Getting Along With Others

This is Missy, our Border Collie Brittany/Spaniel Mix. Isn’t she a darling?

Butter would not melt in her mouth and there isn’t a bad bone in her body — is what they’ve promised us at the animal welfare center.  😉

2016-03-15 Portrait.JPG

But don’t you be fooled by that picture! Sometimes she transforms into…

2017-01-14 Missy Monster Chewing Bone 3

Missy the Monster!

Her barking will make you cringe. She’ll hear something — anything — and she’ll bark like crazy. Oh, that can really get on my nerves sometimes. Why can’t she just keep her little mouth shut then?

God has a plan and purpose for our lives, I know. Still, I wonder why on earth He’s brought Missy into my life. Could she really be part of the plan? Sometimes it takes so much effort to stay calm while training her. Other times I want to give up on teaching her certain things because I think She’ll never get it! It would be so much easier if she would … 

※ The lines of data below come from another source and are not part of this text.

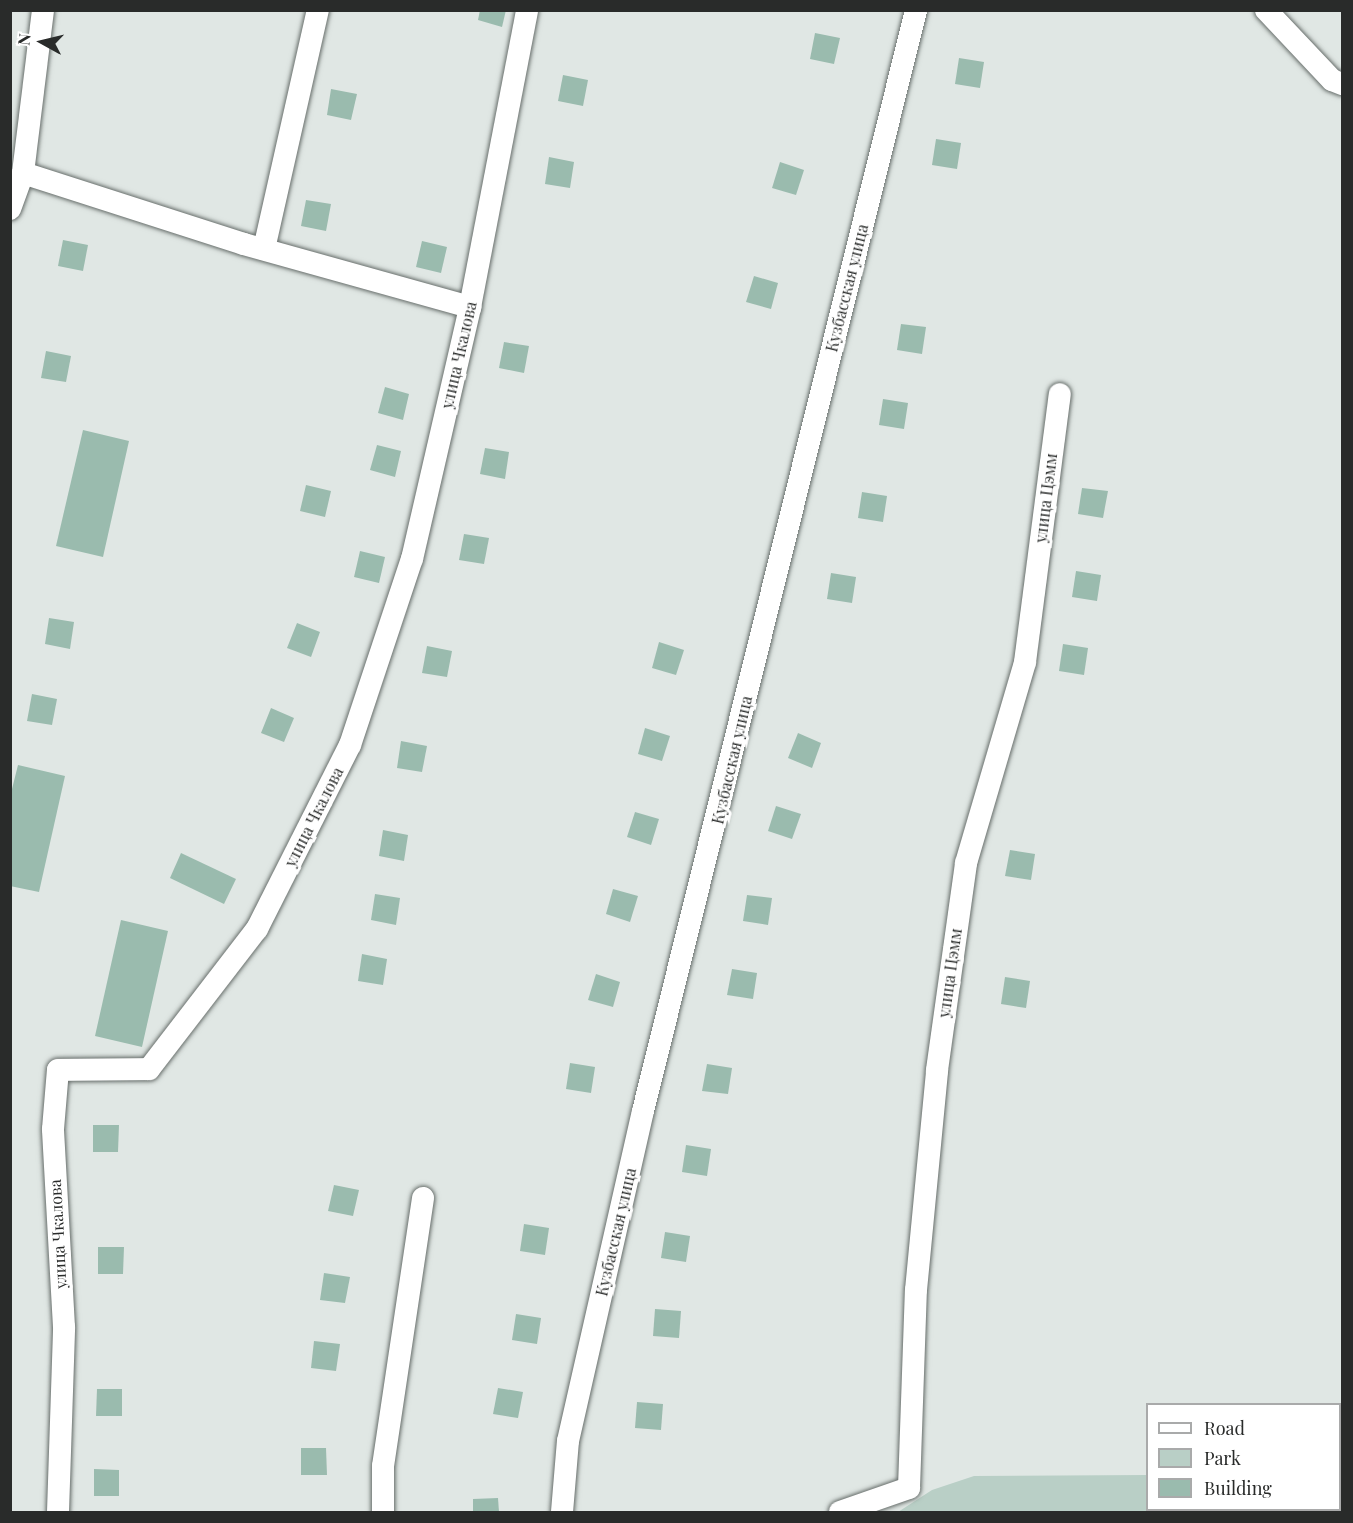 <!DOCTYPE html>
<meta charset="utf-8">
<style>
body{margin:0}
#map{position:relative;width:1353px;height:1523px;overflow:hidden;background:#e0e7e4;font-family:"Playfair Display",serif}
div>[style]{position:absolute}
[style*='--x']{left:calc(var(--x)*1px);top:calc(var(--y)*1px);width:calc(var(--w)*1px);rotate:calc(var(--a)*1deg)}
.green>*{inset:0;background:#b9cfc6}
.building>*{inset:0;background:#9abbae}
.roads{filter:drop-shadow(0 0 2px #676e6b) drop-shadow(0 0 2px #676e6b)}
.street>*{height:22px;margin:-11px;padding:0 11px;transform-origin:11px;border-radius:11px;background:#fff}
span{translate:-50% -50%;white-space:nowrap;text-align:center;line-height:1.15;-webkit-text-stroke:6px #fff;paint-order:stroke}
.street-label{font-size:16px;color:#292b2a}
.frame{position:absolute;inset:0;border:12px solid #292b2a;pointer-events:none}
.legend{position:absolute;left:1146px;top:1403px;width:195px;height:108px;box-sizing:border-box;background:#fff;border:2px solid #a9aaaa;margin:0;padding:8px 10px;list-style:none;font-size:18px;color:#292b2a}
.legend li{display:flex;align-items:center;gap:12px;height:30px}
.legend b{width:30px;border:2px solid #a9aaaa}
.north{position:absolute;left:12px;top:12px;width:60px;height:60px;-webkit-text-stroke:4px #fff;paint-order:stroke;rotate:278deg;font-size:16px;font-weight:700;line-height:24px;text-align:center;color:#292b2a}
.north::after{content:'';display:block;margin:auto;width:21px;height:27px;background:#292b2a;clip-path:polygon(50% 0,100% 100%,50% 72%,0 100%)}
</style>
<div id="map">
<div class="green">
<i style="clip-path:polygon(1342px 1426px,1342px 1512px,898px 1512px,932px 1490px,974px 1476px,1147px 1475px,1148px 1510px,1340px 1510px)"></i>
</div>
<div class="building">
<i style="clip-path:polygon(480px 10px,506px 10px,502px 27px,478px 20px)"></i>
<i style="clip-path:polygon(815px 33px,840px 38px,834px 64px,810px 59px)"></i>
<i style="clip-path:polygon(959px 58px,984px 62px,980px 88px,955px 84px)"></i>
<i style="clip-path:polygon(563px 75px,588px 80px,583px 106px,558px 101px)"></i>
<i style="clip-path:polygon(331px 89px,357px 94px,351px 120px,327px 115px)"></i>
<i style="clip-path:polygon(936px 139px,961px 143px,957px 169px,932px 165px)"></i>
<i style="clip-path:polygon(549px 157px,574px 162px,570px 188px,545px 184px)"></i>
<i style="clip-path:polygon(780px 162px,804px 170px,796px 195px,772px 188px)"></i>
<i style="clip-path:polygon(306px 200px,331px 204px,326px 231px,301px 226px)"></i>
<i style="clip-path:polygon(63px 240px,88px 245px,83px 271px,58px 266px)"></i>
<i style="clip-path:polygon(422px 241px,447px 247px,441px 273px,416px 267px)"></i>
<i style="clip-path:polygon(754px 276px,778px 283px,771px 309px,746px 302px)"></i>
<i style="clip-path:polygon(901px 324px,926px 327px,922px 354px,897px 350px)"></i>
<i style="clip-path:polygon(504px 342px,529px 346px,524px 373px,499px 368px)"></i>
<i style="clip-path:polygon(46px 351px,71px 356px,66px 382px,41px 378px)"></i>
<i style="clip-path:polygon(385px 387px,409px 394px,403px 420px,378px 413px)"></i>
<i style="clip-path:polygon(883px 399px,908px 403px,904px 429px,879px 425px)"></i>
<i style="clip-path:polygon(83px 430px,129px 441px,103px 557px,56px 546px)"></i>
<i style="clip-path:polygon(377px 445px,401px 451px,395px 477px,370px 470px)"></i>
<i style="clip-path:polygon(485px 448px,509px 452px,505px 479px,480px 474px)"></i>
<i style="clip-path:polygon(306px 485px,331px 491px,325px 517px,300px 511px)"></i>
<i style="clip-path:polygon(1082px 488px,1108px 491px,1103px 518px,1078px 514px)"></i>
<i style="clip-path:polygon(862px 492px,887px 496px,883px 522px,858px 518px)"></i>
<i style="clip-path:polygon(464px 534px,489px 538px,484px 564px,459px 560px)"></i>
<i style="clip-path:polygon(360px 551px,385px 557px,379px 583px,354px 577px)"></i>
<i style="clip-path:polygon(1076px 571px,1101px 575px,1097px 601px,1072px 597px)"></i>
<i style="clip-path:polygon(831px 573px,856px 577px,852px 603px,827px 599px)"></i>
<i style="clip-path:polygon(49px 618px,74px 622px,70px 649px,45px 644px)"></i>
<i style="clip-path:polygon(297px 623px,320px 632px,311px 657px,287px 648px)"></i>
<i style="clip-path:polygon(659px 642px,684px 650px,676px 675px,652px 668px)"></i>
<i style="clip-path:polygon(1063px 644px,1088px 648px,1084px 675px,1059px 671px)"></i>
<i style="clip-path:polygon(427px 646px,452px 651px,447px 677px,422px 673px)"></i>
<i style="clip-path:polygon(32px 694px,57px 699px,52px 725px,27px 721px)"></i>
<i style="clip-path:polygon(271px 708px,294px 718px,284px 742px,261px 733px)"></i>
<i style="clip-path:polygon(645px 728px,670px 736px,662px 761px,638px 754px)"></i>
<i style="clip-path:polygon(798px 733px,821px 743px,812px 768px,788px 758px)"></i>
<i style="clip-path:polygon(401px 741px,427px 746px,422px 772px,397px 768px)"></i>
<i style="clip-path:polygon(18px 765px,65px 776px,39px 892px,10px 886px,10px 797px)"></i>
<i style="clip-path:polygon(776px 806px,801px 814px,792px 839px,768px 831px)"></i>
<i style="clip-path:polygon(635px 812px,659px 819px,651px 845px,627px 837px)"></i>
<i style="clip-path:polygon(383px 830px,408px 835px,404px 861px,379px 856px)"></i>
<i style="clip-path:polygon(1010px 850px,1035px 854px,1031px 880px,1005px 876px)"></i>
<i style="clip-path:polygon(181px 853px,236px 879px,224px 904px,170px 878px)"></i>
<i style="clip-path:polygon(613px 889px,638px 896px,630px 922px,606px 914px)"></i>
<i style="clip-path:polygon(375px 894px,400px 898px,396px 925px,371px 920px)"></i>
<i style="clip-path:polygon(747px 895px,772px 898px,768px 925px,743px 921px)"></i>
<i style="clip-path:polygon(121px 920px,168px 931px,142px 1047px,95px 1036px)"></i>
<i style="clip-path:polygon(362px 954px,387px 959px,383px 985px,358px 981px)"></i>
<i style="clip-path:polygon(732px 969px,757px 973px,753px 999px,727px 995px)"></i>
<i style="clip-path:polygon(596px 974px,620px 982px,613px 1007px,588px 1000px)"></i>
<i style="clip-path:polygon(1005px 977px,1030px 981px,1026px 1008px,1001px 1004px)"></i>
<i style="clip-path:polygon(570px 1063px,595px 1067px,591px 1093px,566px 1089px)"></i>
<i style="clip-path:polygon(707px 1064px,732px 1068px,728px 1094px,702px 1091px)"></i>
<i style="clip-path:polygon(93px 1125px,119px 1125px,118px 1152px,93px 1152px)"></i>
<i style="clip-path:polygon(686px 1145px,711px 1149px,707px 1176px,682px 1172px)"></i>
<i style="clip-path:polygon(334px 1185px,359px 1190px,353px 1216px,328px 1211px)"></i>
<i style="clip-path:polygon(524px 1224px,549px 1228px,545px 1255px,520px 1251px)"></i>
<i style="clip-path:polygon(665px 1232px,690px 1236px,686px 1262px,661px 1258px)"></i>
<i style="clip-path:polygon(98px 1247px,124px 1247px,123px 1274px,98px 1274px)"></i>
<i style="clip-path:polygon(324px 1273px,350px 1277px,345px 1303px,320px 1300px)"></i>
<i style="clip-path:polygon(655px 1309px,681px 1311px,679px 1338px,653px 1336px)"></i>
<i style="clip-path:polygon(516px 1314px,541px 1318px,537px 1344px,512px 1340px)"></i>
<i style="clip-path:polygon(314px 1341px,340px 1344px,336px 1371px,311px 1368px)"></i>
<i style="clip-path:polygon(498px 1388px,523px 1392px,518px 1418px,493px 1414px)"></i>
<i style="clip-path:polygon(97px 1389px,122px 1389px,122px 1416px,96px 1416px)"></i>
<i style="clip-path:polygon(637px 1402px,663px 1404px,661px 1430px,635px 1428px)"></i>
<i style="clip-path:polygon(301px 1448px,326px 1448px,327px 1475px,301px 1475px)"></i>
<i style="clip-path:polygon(94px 1469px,119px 1470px,119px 1496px,94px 1496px)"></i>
<i style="clip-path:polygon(498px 1498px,499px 1512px,473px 1512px,473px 1499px)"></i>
</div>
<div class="roads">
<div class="street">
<i style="--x:1266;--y:10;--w:96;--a:46.7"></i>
<i style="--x:1332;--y:80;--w:11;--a:22"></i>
<i style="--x:23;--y:173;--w:232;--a:17.8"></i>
<i style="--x:244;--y:244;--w:235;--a:15.6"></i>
<i style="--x:10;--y:209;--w:38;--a:-70"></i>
<i style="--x:23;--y:173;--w:164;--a:-83"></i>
<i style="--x:264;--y:249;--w:245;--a:-77.3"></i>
<i style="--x:58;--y:1512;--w:185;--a:-88.1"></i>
<i style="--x:64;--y:1327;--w:198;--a:-93.2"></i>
<i style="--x:53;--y:1129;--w:59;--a:-85.2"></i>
<i style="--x:58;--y:1070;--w:91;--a:-0.6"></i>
<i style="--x:149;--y:1069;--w:177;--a:-52.4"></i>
<i style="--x:257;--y:929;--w:206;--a:-63.2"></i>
<i style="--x:350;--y:745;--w:196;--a:-71.6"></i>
<i style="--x:412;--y:559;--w:259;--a:-77"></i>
<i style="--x:470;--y:307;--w:302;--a:-79.1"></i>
<i style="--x:383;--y:1512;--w:46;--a:-90"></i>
<i style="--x:383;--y:1466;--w:271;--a:-81.5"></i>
<i style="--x:562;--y:1512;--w:71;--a:-85.2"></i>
<i style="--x:568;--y:1441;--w:338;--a:-77.2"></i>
<i style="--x:643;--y:1111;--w:1134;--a:-76.07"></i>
<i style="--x:840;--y:1512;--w:73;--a:-19.2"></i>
<i style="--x:909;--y:1488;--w:198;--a:-88"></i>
<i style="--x:916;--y:1290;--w:221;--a:-84.5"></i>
<i style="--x:937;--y:1070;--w:209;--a:-82"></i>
<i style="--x:966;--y:863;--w:209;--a:-73.6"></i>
<i style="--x:1025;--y:662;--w:270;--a:-82.6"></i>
</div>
</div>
<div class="street-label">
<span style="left:847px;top:288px;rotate:-76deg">Кузбасская улица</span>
<span style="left:459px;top:355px;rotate:-77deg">улица Чкалова</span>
<span style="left:1046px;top:498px;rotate:-83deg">улица Цэмм</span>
<span style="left:732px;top:760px;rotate:-77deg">Кузбасская улица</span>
<span style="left:314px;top:817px;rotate:-63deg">улица Чкалова</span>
<span style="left:950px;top:973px;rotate:-82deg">улица Цэмм</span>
<span style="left:616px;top:1232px;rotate:-77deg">Кузбасская улица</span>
<span style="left:58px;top:1234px;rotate:-93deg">улица Чкалова</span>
</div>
<div class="frame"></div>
<ul class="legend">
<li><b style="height:8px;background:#fff"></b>Road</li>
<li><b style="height:16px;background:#b9cfc6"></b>Park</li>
<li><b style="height:16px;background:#9abbae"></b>Building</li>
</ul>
<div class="north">N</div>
</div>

One of my problems is that, too often, I’ll compare her to Rapsy. 😦 He is a very different kind of dog with a totally different kind of nature, though. Another problem is that by doing that I’ll treat her like Rapsy and I’ll expect her to behave like him. They are both dogs. I’m “speaking” the same language to them but one will understand whole sentences while the other needs precise, short commands to do what she has been told. Each one of them is a unique, special dog — according to its breed, age and given gifts.

Here is a good example:

Missy Rapsy Sticks.JPG

Missy (left) will not focus on the object but will keep her eyes on me until I’ll say: “Okay!” Rapsy, on the other hand, will concentrate on the object until I’ll give him the okay or tell him to do something else.

It is so much easier since she is … since I’m focusing on her needs and no longer on what I want her to be like. This is something I choose to do, meaning, I’ll have to remind myself daily to know and treat her like Missy and not like Rapsy and not like the dog I wished she would be.

By the way, there is a lovely little book out there called Lessons from a Sheep Dog by Phillip Keller you might enjoy reading this summer.

EDIT/Follow up: Getting Along With Others — Part Two


4 thoughts on “Getting Along With Others

  1. Missy’s poor start to life and coming to you from rescue is almost certainly the reason for her incessant barking that drives you nuts. Believe it or not it probably drives her nuts just as much because all that noise isn’t what she wants, likes or enjoys but she may not be able to help it or know how to stop.

    Collies and Springers are both quite highly strung to start with but collies are so unlike any other breed of dog they may as well be their own species. Cannot stress that enough because one of the biggest mistakes people make is misunderstanding this incredible breed and approaching everything as though they would any other dog. Missy is anything but ordinary. She’s absolutely exceptional in more ways than most people will ever understand.

    What I would recommend is reading “Border Collie Psychology” by Carol Price which will help you understand the reason behind her infuriating behaviours and why she does so much of what she does. Also linking to a website that specialises in Border Collie Rescue in the UK and has a wealth of information about the breed and all its quirks, traits and behaviours.

    Following your blog to keep up to speed and read on Missy’s progress 🙂

    1. Thank you for your input, Auntysocial. From dog lover to dog lover: I hear your heart speak for dogs and especially for Border Collies. So please do not misunderstand the following. Thank you!

      My goal for this blog is to write about and for Christian women. It’s not about dogs. I’m using my two companions for illustration purposes here.

      Please reread this post to see that I’m tempted to treat Missy like Rapsy but perfectly understand their different backgrounds and characters 😉 Rest assure that I did my homework way back in 2008 and following before getting a Border Collie in 2010 and a Collie mix in 2015.

      I do leave your recommendation of the book, even though I haven’t read it nor looked into it. I leave it up to the readers of this blog to decide whether they would like to get it or not.

      I did delete the link, though — as I’m convinced there are better websites out there that truly bring the full potential of this wonderful breed and its perfect capability to be companions (yes, even pet dogs) across. Rapsy is a purebred, from a working line and the most gentle and balanced dog that I have ever met — so you know where I’m coming from.

      You are more than welcome to follow the blog and I’ll throw in a “Missy update” treat now and then. 😉

      1. OK no problem. Your post does have a certain tone and feel of frustration, anxiety and exasperation about her issues that suggested you might not be coping too well though. That was all I read and why I replied. Take care and I wish the very best for your little Missy and indeed everyone else!

      2. Yes, and that’s why I appreciated your input even the more!

        My tone was intentionally one of frustration because that’s how I have felt at the beginning of the dog training and because that’s how we humans often feel when facing people who are so different, people we do not get along with…

        Thank you for your wishes. Blessings to you and your family, too!

        PS: Don’t just go away but come by every now and then. 😉 You are always welcome here.